Static and confocal flow cell images of compound 25 against V. cholerae biofilms. (A) static culture conditions, from left to right, DMSO control, compound 25 at 15 μM. In both instances OD600 data suggested no bactericidal activity; (B) confocal flow cell images of V. cholerae, see ESI† for further details. From left to right, DMSO control and lead compound 25 at 250 μM. COMSTAT analysis of mean biomass (mm3/mm2) indicated a 7-fold reduction in the presence of lead compared 25 compared to DMSO control. In both cases white bars indicate 50 μm.

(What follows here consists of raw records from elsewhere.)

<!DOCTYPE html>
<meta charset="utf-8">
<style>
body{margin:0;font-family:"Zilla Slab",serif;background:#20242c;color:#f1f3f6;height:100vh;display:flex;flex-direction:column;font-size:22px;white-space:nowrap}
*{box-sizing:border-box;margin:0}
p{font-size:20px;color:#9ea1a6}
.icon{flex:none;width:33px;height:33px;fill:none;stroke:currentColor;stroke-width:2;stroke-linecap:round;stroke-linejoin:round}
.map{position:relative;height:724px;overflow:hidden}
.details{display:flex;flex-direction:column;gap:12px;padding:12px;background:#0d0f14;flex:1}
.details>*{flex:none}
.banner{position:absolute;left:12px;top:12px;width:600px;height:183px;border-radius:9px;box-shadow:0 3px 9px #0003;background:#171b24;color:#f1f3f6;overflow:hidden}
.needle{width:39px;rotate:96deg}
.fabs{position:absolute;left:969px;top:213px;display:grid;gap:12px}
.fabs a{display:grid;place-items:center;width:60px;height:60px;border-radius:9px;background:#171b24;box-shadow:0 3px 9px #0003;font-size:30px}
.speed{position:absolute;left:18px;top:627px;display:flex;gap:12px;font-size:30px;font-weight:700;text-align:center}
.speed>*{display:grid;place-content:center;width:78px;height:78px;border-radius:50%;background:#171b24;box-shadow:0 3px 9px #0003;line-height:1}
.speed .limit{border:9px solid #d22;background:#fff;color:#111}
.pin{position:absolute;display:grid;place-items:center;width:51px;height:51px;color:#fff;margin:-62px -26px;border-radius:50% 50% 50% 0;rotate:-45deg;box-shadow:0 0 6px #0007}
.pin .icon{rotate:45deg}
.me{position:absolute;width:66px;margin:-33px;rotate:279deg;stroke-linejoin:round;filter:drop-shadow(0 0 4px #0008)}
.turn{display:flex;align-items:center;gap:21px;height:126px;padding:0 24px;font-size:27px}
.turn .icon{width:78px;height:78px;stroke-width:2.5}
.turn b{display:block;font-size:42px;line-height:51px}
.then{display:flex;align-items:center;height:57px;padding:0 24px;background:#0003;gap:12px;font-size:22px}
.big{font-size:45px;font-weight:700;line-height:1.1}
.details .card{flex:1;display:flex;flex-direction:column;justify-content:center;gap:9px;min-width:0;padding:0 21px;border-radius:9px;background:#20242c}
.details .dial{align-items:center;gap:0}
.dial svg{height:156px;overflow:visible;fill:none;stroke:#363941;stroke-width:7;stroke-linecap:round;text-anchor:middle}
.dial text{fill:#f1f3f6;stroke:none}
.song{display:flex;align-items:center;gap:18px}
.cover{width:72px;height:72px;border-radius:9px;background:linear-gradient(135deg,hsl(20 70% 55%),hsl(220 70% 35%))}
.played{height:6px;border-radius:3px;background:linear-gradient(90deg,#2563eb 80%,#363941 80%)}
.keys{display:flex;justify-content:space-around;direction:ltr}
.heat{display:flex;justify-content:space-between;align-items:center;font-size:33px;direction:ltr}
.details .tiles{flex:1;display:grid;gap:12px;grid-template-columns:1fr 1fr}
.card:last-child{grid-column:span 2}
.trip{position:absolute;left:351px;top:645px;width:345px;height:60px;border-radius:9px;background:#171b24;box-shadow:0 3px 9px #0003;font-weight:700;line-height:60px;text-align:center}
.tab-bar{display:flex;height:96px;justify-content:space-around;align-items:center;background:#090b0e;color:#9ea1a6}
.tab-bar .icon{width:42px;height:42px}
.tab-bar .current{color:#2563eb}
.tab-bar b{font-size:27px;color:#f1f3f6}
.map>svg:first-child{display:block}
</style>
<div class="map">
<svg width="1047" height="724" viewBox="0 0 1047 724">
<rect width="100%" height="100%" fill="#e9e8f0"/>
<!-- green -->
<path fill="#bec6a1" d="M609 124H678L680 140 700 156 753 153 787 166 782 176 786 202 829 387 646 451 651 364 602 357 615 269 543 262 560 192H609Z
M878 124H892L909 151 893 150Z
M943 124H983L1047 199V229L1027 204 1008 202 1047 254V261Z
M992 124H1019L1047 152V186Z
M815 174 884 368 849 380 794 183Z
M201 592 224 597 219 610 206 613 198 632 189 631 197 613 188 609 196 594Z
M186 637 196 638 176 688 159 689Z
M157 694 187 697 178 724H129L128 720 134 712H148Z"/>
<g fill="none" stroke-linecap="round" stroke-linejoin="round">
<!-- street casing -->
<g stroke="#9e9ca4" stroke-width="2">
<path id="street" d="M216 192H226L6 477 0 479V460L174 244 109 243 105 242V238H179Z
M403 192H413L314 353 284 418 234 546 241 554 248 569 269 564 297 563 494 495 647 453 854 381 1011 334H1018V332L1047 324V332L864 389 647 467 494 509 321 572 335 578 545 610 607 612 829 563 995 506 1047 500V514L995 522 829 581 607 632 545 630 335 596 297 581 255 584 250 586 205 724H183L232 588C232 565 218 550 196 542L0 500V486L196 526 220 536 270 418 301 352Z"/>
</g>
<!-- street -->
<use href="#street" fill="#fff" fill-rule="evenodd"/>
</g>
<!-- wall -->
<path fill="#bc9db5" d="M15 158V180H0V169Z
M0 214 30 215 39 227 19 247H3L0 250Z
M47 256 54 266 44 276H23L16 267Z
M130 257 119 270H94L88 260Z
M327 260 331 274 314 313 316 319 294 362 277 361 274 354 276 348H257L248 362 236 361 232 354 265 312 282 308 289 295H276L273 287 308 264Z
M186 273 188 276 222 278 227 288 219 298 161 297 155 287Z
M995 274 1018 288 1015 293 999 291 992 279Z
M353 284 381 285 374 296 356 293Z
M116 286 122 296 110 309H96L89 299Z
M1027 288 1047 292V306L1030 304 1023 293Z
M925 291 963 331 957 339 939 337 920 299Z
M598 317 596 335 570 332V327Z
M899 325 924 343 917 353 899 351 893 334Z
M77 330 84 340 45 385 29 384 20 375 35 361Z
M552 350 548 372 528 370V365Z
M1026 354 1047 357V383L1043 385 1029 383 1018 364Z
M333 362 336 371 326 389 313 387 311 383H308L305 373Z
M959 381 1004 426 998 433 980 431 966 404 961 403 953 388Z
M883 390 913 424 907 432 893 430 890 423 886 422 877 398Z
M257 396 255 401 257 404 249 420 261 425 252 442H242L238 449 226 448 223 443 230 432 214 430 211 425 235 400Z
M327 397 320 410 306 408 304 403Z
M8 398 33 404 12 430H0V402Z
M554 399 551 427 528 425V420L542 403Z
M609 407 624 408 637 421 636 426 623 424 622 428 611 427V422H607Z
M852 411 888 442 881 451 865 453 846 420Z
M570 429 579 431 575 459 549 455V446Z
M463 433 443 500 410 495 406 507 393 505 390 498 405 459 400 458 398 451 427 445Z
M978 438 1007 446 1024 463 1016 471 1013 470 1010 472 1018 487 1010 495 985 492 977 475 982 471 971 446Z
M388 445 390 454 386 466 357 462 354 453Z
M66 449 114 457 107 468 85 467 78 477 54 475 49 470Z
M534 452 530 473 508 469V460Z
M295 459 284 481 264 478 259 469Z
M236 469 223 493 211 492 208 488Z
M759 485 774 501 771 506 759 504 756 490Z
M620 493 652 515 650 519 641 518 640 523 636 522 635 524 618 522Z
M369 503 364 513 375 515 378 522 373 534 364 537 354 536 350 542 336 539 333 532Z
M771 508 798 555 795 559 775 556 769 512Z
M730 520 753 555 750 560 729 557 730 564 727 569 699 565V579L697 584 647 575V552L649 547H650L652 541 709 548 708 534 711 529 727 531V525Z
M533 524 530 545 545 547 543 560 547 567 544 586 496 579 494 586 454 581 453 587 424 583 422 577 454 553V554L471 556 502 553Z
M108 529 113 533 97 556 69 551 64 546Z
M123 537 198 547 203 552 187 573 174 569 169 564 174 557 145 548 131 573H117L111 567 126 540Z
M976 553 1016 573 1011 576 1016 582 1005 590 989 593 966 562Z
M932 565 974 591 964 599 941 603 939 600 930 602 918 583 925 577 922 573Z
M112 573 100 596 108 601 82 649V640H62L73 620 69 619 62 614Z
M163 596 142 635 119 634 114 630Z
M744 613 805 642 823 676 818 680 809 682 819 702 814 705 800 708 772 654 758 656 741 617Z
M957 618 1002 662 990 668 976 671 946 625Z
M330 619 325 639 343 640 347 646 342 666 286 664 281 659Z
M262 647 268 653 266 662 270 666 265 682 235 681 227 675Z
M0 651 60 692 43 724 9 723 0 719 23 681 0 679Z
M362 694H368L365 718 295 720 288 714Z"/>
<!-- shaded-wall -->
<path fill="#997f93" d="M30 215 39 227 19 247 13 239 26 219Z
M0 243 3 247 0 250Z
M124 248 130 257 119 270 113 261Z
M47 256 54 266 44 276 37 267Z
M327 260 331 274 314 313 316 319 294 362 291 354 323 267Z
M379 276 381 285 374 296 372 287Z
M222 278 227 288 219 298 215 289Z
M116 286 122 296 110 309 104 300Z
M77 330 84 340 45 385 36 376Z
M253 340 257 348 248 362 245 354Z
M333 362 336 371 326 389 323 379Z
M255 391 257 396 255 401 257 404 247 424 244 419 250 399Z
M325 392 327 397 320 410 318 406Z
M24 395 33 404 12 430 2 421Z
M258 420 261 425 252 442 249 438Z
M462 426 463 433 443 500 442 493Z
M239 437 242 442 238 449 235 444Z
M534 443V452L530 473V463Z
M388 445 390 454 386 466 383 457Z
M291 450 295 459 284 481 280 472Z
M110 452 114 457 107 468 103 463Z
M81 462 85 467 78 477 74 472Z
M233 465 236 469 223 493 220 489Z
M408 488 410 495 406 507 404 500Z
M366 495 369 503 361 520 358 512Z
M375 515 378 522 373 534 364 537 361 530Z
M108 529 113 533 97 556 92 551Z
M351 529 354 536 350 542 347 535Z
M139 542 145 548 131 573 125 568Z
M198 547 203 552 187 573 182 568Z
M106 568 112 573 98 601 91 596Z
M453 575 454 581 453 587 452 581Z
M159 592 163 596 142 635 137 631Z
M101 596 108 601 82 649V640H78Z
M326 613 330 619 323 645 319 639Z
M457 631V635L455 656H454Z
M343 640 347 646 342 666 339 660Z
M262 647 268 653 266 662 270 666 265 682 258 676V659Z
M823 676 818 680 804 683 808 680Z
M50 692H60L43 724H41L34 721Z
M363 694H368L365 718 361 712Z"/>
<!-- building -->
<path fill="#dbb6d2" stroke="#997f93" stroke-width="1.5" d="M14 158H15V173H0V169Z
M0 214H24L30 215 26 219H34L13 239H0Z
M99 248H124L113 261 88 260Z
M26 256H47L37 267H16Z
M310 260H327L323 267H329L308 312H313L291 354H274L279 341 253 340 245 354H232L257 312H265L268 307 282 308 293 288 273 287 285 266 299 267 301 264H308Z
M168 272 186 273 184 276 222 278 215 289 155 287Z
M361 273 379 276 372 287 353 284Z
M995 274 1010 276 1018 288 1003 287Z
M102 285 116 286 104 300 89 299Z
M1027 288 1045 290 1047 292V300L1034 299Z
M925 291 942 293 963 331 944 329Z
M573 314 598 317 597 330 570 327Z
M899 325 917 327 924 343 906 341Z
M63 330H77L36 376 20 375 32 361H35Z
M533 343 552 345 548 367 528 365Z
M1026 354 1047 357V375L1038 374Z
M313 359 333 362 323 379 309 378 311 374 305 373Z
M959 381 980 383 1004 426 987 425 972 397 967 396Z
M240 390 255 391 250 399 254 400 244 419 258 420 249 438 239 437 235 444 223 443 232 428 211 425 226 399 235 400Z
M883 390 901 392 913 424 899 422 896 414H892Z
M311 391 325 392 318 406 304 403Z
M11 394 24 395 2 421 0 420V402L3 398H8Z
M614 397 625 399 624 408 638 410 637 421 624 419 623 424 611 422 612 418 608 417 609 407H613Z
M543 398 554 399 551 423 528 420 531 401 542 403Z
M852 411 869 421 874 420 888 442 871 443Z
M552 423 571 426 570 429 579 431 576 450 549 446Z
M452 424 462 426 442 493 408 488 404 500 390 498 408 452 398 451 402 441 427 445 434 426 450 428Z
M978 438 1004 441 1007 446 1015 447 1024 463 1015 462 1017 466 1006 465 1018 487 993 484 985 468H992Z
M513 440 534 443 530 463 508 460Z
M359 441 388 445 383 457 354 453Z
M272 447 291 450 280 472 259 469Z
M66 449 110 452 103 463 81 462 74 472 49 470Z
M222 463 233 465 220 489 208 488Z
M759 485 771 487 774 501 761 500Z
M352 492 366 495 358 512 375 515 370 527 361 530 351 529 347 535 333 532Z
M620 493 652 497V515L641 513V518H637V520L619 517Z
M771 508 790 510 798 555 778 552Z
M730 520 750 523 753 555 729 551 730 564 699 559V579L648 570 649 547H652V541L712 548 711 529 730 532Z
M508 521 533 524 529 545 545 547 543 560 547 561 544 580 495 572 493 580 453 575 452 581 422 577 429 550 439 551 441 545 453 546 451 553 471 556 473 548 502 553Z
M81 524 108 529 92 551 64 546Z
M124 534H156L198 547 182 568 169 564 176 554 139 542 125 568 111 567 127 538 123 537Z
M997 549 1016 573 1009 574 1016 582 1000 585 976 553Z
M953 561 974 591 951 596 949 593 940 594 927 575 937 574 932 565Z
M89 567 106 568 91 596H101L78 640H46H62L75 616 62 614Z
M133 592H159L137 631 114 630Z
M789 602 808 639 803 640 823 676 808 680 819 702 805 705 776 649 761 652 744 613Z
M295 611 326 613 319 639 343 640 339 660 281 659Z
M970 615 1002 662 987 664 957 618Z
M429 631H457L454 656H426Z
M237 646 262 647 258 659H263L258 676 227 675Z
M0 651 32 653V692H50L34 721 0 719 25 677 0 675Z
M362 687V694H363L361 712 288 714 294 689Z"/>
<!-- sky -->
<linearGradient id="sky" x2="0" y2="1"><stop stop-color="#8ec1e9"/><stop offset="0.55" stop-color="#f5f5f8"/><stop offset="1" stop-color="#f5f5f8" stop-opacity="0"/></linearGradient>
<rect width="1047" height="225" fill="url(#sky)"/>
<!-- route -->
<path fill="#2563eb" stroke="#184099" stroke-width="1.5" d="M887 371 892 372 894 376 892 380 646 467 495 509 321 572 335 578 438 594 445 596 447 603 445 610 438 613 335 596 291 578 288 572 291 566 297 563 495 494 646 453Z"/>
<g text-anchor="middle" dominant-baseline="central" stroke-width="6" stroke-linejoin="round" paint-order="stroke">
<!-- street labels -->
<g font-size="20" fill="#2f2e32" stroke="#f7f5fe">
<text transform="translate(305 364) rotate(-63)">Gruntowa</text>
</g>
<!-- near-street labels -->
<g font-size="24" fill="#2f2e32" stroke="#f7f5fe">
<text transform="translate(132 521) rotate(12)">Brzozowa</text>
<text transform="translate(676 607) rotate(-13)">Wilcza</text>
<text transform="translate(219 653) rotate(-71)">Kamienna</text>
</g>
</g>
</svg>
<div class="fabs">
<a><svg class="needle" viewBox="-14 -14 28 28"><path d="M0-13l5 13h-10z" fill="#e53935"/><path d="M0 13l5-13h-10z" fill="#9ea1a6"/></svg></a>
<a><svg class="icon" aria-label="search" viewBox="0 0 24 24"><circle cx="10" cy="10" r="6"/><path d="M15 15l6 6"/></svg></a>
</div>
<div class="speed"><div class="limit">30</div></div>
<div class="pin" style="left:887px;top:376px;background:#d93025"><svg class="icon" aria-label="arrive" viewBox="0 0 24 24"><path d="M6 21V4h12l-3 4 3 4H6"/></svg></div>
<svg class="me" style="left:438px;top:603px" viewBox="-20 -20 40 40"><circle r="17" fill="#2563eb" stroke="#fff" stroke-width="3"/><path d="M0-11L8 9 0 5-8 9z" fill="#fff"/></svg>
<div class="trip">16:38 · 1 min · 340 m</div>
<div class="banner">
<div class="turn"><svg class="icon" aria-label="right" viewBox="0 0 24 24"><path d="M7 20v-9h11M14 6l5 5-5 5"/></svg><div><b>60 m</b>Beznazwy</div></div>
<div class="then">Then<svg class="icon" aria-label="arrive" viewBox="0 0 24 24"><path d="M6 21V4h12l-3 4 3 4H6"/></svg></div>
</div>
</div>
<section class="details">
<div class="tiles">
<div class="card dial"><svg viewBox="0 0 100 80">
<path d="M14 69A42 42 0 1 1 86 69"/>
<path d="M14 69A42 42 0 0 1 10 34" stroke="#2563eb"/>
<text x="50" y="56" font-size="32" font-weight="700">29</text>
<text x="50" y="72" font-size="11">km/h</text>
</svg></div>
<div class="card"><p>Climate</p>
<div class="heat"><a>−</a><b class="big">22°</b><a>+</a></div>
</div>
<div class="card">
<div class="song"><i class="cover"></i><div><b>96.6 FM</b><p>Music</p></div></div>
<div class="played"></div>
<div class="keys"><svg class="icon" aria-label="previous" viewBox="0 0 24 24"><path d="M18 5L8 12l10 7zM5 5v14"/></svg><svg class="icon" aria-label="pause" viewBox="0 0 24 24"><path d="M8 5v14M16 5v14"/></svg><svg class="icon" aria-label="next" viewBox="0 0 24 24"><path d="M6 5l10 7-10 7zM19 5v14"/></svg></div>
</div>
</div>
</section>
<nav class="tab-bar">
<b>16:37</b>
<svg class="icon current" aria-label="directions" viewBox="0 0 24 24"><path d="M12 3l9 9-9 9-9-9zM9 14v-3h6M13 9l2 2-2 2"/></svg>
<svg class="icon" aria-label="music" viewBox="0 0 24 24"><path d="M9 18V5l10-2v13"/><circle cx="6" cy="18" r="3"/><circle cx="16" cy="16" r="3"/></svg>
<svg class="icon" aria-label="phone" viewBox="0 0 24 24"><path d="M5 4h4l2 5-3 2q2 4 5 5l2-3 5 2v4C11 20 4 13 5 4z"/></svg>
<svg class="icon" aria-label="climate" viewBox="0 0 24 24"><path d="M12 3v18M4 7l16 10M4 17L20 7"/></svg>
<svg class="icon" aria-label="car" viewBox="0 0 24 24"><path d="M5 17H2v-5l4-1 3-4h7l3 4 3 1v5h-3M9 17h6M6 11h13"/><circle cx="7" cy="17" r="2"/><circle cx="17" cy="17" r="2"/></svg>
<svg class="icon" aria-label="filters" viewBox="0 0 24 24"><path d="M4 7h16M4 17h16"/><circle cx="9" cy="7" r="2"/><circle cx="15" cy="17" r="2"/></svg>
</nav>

In conclusion, a medicinal chemistry approach is reported for the development of the V. cholerae biofilm inhibitor 25 that involves a 7 step, multi-gram, purification-free route to primary lead 1. An SAR study on the oxazine scaffold identified the importance of both the exocyclic alkene and amidic proton for compound activity. Modifications at either position led to complete loss of activity for all tested compounds. However, expansion around the methyl ester identified phenyl ester derivative 25 as an advanced lead compound with one of the highest potencies reported to date for biofilm inhibition against V. cholerae (BIC50 = 6 μM) and the capacity to induce the dispersal of preformed biofilms (BDC50 = 13 μM). Co-dosing of compound 25 with 50 μM erythromycin or azithromycin demonstrated the potential of the synergistic action of a dispersal reagent and antibiotic in inducing detachment and subsequent clearance of preformed biofilms. Such a strategy may offer a means of overcoming both the tolerance of biofilms toward traditional antibiotics, and reduce the potential for the development of bacterial resistance often observed with antibiotic mono-therapies.